Moreover, they should allow exchange of lawfully purchased music in an old unplayable formats such a tape cassettes to CDs or mp3 for a small fee (no more than the price of the media + small handling fee).
As long as they don't allow this, the conclusion remains that we buy a physical copy that we may rip and duplicate and not just the right to play a certain musical piece.
Posted by: owner | Dec 11, 2007 3:38:54 PM
Have to agree with many of the others that have posted. I don't buy cds or purchase downloads of music that is released by a RIAA member. They wonder why their music sales are dropping. It is because people go to sites like http://www.riaaradar.com/ and research their music before they buy it. I refuse to fund the RIAA. If you don't like the way they do business don't put money in their pocket.
Posted by: Del | Dec 11, 2007 3:43:36 PM
Keep doing it has a point the RIAA is grasping at straws. The RIAA is done; just give or take several years.
Posted by: ty | Dec 11, 2007 3:48:53 PM
I steal music by the boatloads. I use all available P2P proggies that I can get my hands on. Man, do I steal.I haven't bought a single CD since my first high speed internet connection over seven years ago. Then, after I steal it, I put it out on several other P2P networks. And then, the kicker here, I sit back listening to my freshly downloaded mp3z thinking of how much money I just saved. This does not include the gas, time, and plastics that won't pollute the environment thanks to my thievery. Nor does this include the pure joy of accomplishing all of the positives above without a single penny dropped into the corporate penis suckers and no talent pop stars pockets. Therein lies my joy. (The above is a work of pure fiction. Pay for your music;) These, um, artists deserve it from all of their, uh, talent, and uhm, hard work.)
Posted by: Anonymous | Dec 11, 2007 5:54:38 PM
Long live archive.org, home of free, legal music. Listen, enjoy, and f**k
Posted by: Publius | Dec 11, 2007 6:05:25 PM
Poptones is correct. 'Fair Use' does not apply with regard to making copies for personal use. What does protect the consumer is the Audio Home Recording Act (AHRA) of 1992. The AHRA, and a subsequent interpretation of the law as part of a precedent setting case, basically allows consumers to make a copy of a legitimately owned recording, such as a CD, onto your MP3 player for private, non-commercial use. You can get more details at:
Posted by: The RIAA is incorrect | Dec 11, 2007 6:51:49 PM
RIAA laws/rules against majority of world population are illegal and therefore invalid. Ignore it.

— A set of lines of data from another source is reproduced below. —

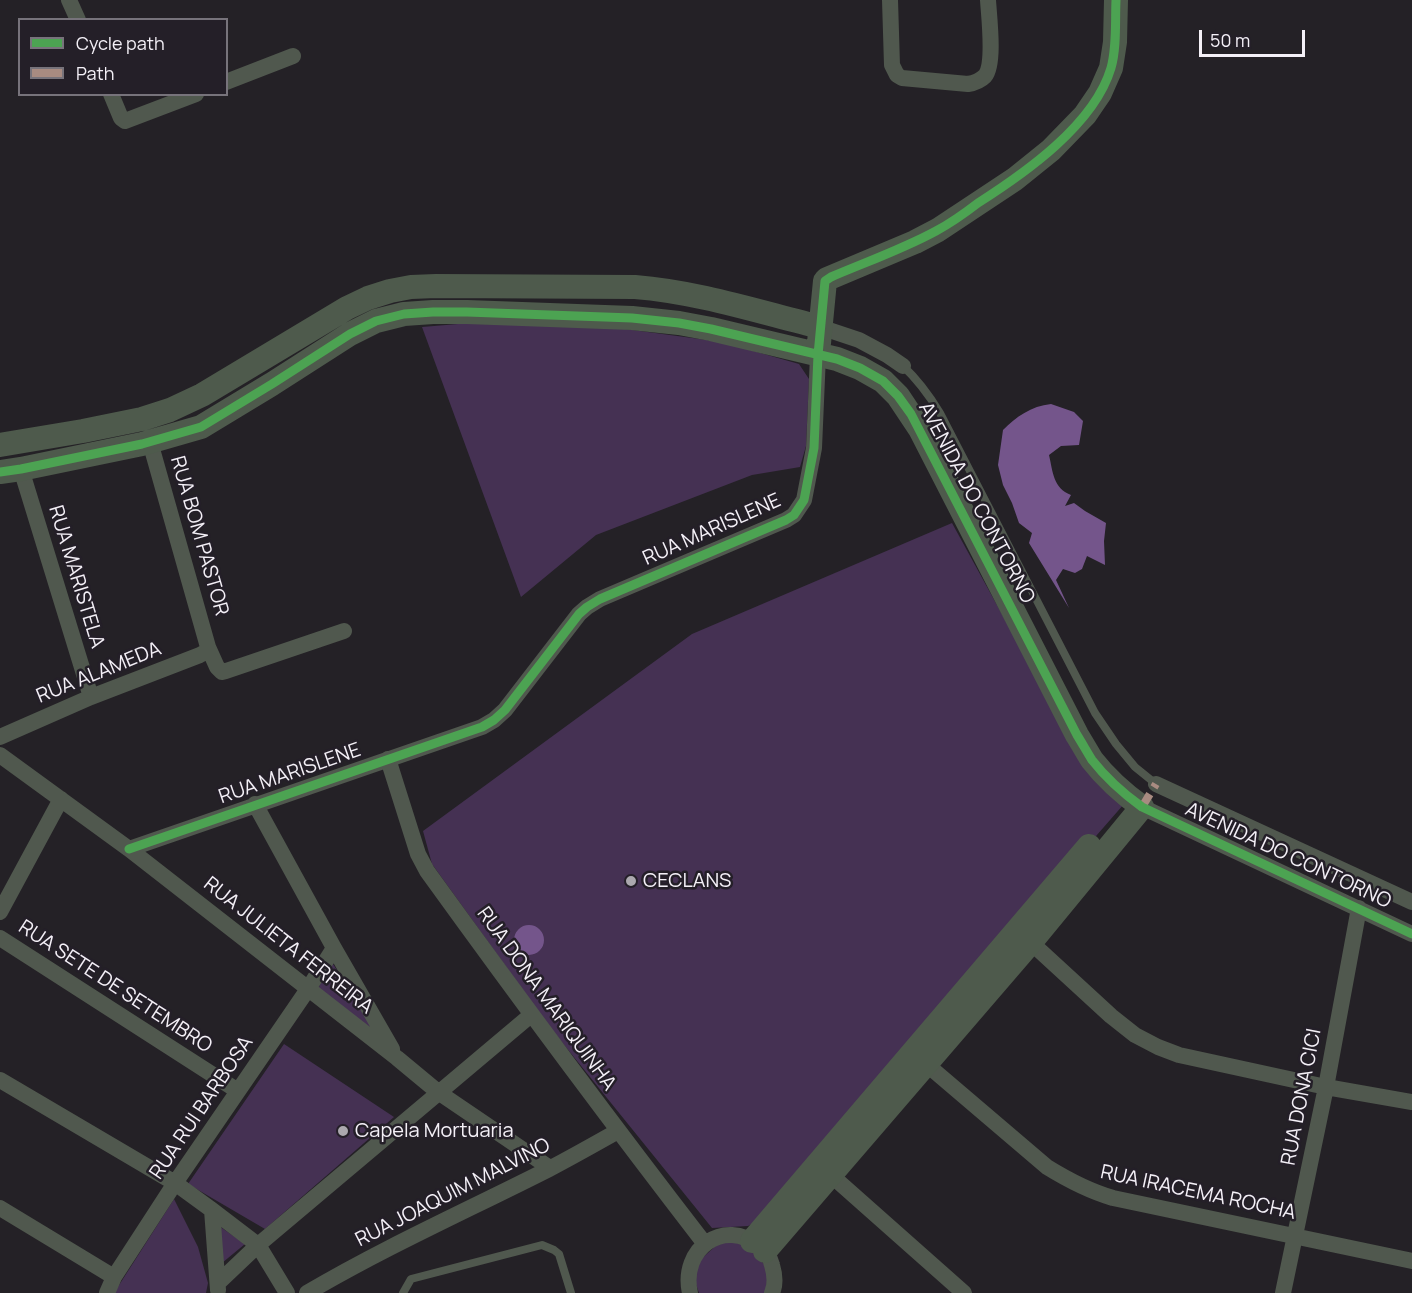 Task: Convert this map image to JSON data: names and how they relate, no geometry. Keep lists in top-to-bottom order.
{
  "streets": {
    "street": [
      "AVENIDA DO CONTORNO",
      "RUA MARISLENE",
      "RUA BOM PASTOR",
      "RUA MARISTELA",
      "RUA ALAMEDA",
      "RUA JULIETA FERREIRA",
      "RUA SETE DE SETEMBRO",
      "RUA DONA MARIQUINHA",
      "RUA DONA CICI",
      "RUA RUI BARBOSA",
      "RUA JOAQUIM MALVINO",
      "RUA IRACEMA ROCHA"
    ]
  },
  "crossings": [
    ["AVENIDA DO CONTORNO", "RUA MARISLENE"],
    ["AVENIDA DO CONTORNO", "RUA BOM PASTOR"],
    ["AVENIDA DO CONTORNO", "RUA MARISTELA"],
    ["AVENIDA DO CONTORNO", "RUA DONA CICI"],
    ["RUA MARISLENE", "RUA JULIETA FERREIRA"],
    ["RUA MARISLENE", "RUA DONA MARIQUINHA"],
    ["RUA BOM PASTOR", "RUA ALAMEDA"],
    ["RUA MARISTELA", "RUA ALAMEDA"],
    ["RUA JULIETA FERREIRA", "RUA RUI BARBOSA"],
    ["RUA JULIETA FERREIRA", "RUA JOAQUIM MALVINO"],
    ["RUA SETE DE SETEMBRO", "RUA RUI BARBOSA"],
    ["RUA DONA MARIQUINHA", "RUA JOAQUIM MALVINO"],
    ["RUA DONA CICI", "RUA IRACEMA ROCHA"]
  ],
  "places": ["CECLANS", "Capela Mortuaria"],
  "legend": ["Cycle path", "Path"],
  "scale_bar": "50 m"
} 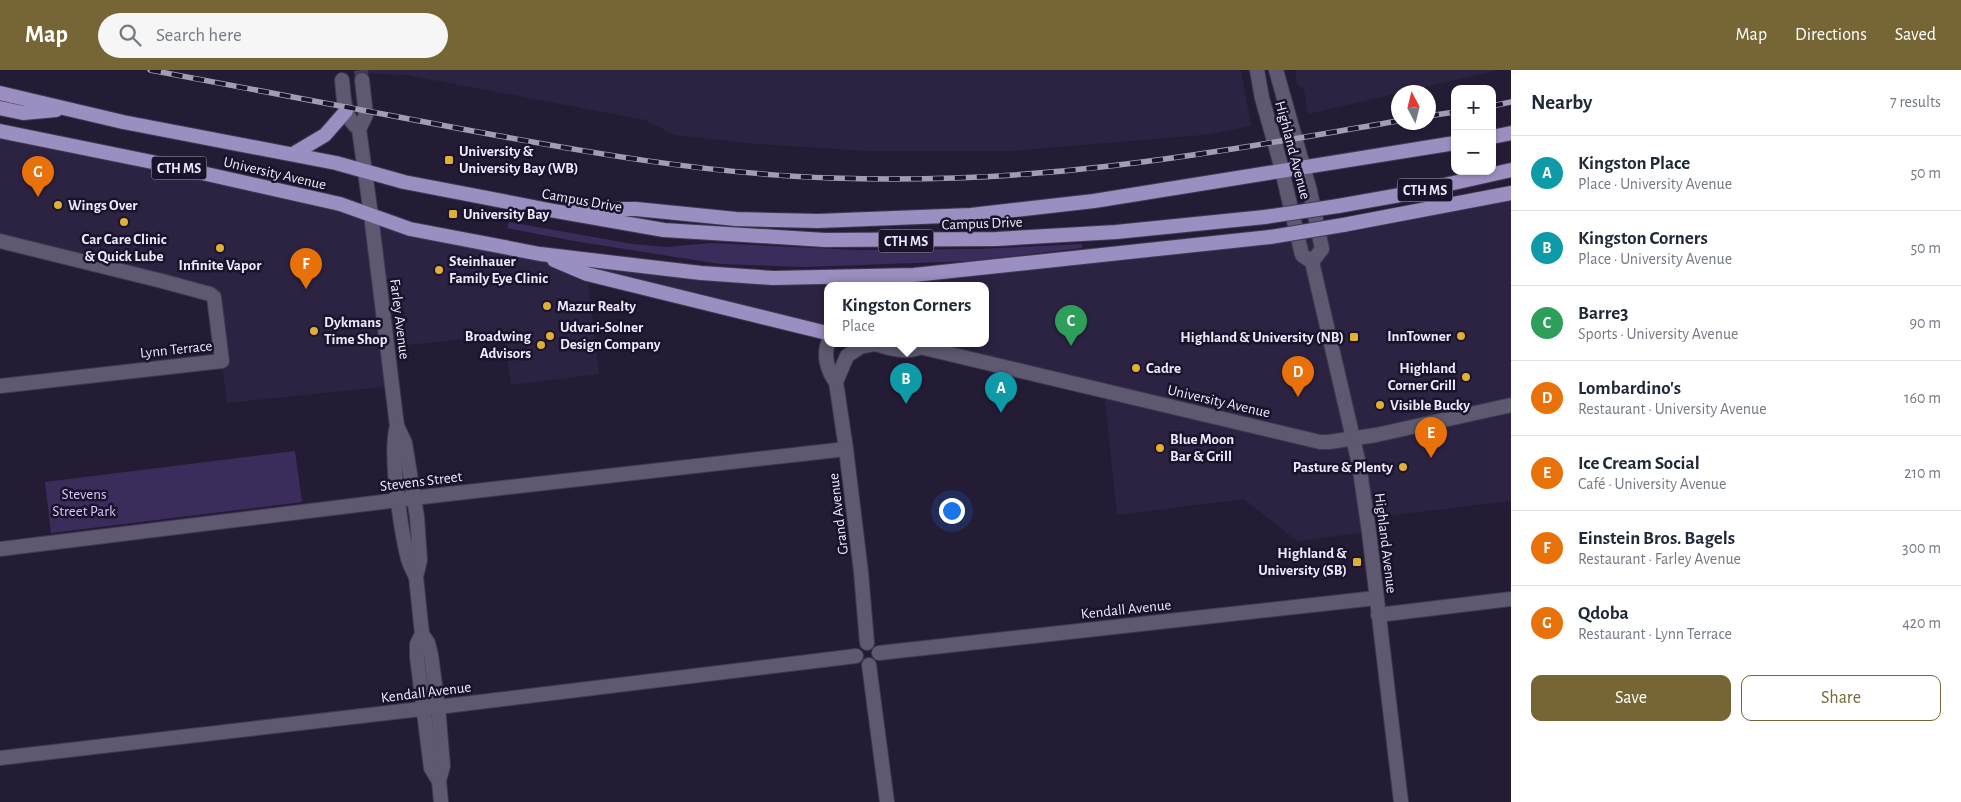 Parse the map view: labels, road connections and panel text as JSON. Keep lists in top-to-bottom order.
{
  "streets": {
    "main road": ["CTH MS", "University Avenue", "Campus Drive"],
    "street": [
      "Highland Avenue",
      "Farley Avenue",
      "Lynn Terrace",
      "Stevens Street",
      "Grand Avenue",
      "Kendall Avenue"
    ]
  },
  "crossings": [
    ["Highland Avenue", "University Avenue"],
    ["Highland Avenue", "Kendall Avenue"],
    ["CTH MS", "University Avenue"],
    ["University Avenue", "Campus Drive"],
    ["University Avenue", "Farley Avenue"],
    ["Campus Drive", "Farley Avenue"],
    ["Farley Avenue", "Stevens Street"],
    ["Farley Avenue", "Kendall Avenue"],
    ["Stevens Street", "Grand Avenue"],
    ["Grand Avenue", "Kendall Avenue"]
  ],
  "parks": ["Stevens Street Park"],
  "places": {
    "transit": [
      "University & University Bay (WB)",
      "University Bay",
      "Highland & University (NB)",
      "Highland & University (SB)"
    ],
    "other": [
      "Wings Over",
      "Car Care Clinic & Quick Lube",
      "Infinite Vapor",
      "Steinhauer Family Eye Clinic",
      "Mazur Realty",
      "Dykmans Time Shop",
      "Udvari-Solner Design Company",
      "InnTowner",
      "Broadwing Advisors",
      "Cadre",
      "Highland Corner Grill",
      "Visible Bucky",
      "Blue Moon Bar & Grill",
      "Pasture & Plenty"
    ]
  },
  "north": "top",
  "page": {
    "header": "Map",
    "search": "Search here",
    "nav": ["Map", "Directions", "Saved"],
    "heading": ["Nearby", "7 results"],
    "map_buttons": ["+", "−"],
    "list": [
      {
        "mark": "A",
        "name": "Kingston Place",
        "note": "Place · University Avenue",
        "value": "50 m"
      },
      {
        "mark": "B",
        "name": "Kingston Corners",
        "note": "Place · University Avenue",
        "value": "50 m"
      },
      {
        "mark": "C",
        "name": "Barre3",
        "note": "Sports · University Avenue",
        "value": "90 m"
      },
      {
        "mark": "D",
        "name": "Lombardino's",
        "note": "Restaurant · University Avenue",
        "value": "160 m"
      },
      {
        "mark": "E",
        "name": "Ice Cream Social",
        "note": "Café · University Avenue",
        "value": "210 m"
      },
      {
        "mark": "F",
        "name": "Einstein Bros. Bagels",
        "note": "Restaurant · Farley Avenue",
        "value": "300 m"
      },
      {
        "mark": "G",
        "name": "Qdoba",
        "note": "Restaurant · Lynn Terrace",
        "value": "420 m"
      }
    ],
    "pins": [
      "G",
      "F",
      "C",
      "D",
      "B",
      "A",
      "E"
    ],
    "popup": ["Kingston Corners", "Place"],
    "buttons": ["Save", "Share"]
  }
}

Posted by: laws | Dec 11, 2007 7:46:52 PM
"...Whether fair use allows personal copies, it SHOULD..."
I'm not disagreeing with you! But FALLACIOUS arguments based on a complete misunderstanding of the law are not going to solve anything! The only way this is going to get resolved is through revolution - and the only way we're going to have said revolution is when enough INDIVIDUALS have been pushed far enough to unite and actually do something. Bitching about it here and telling your friends they have the "right" to do these things (when they don't) is only playing into the hands of said money-grabbing lawyers and cartels.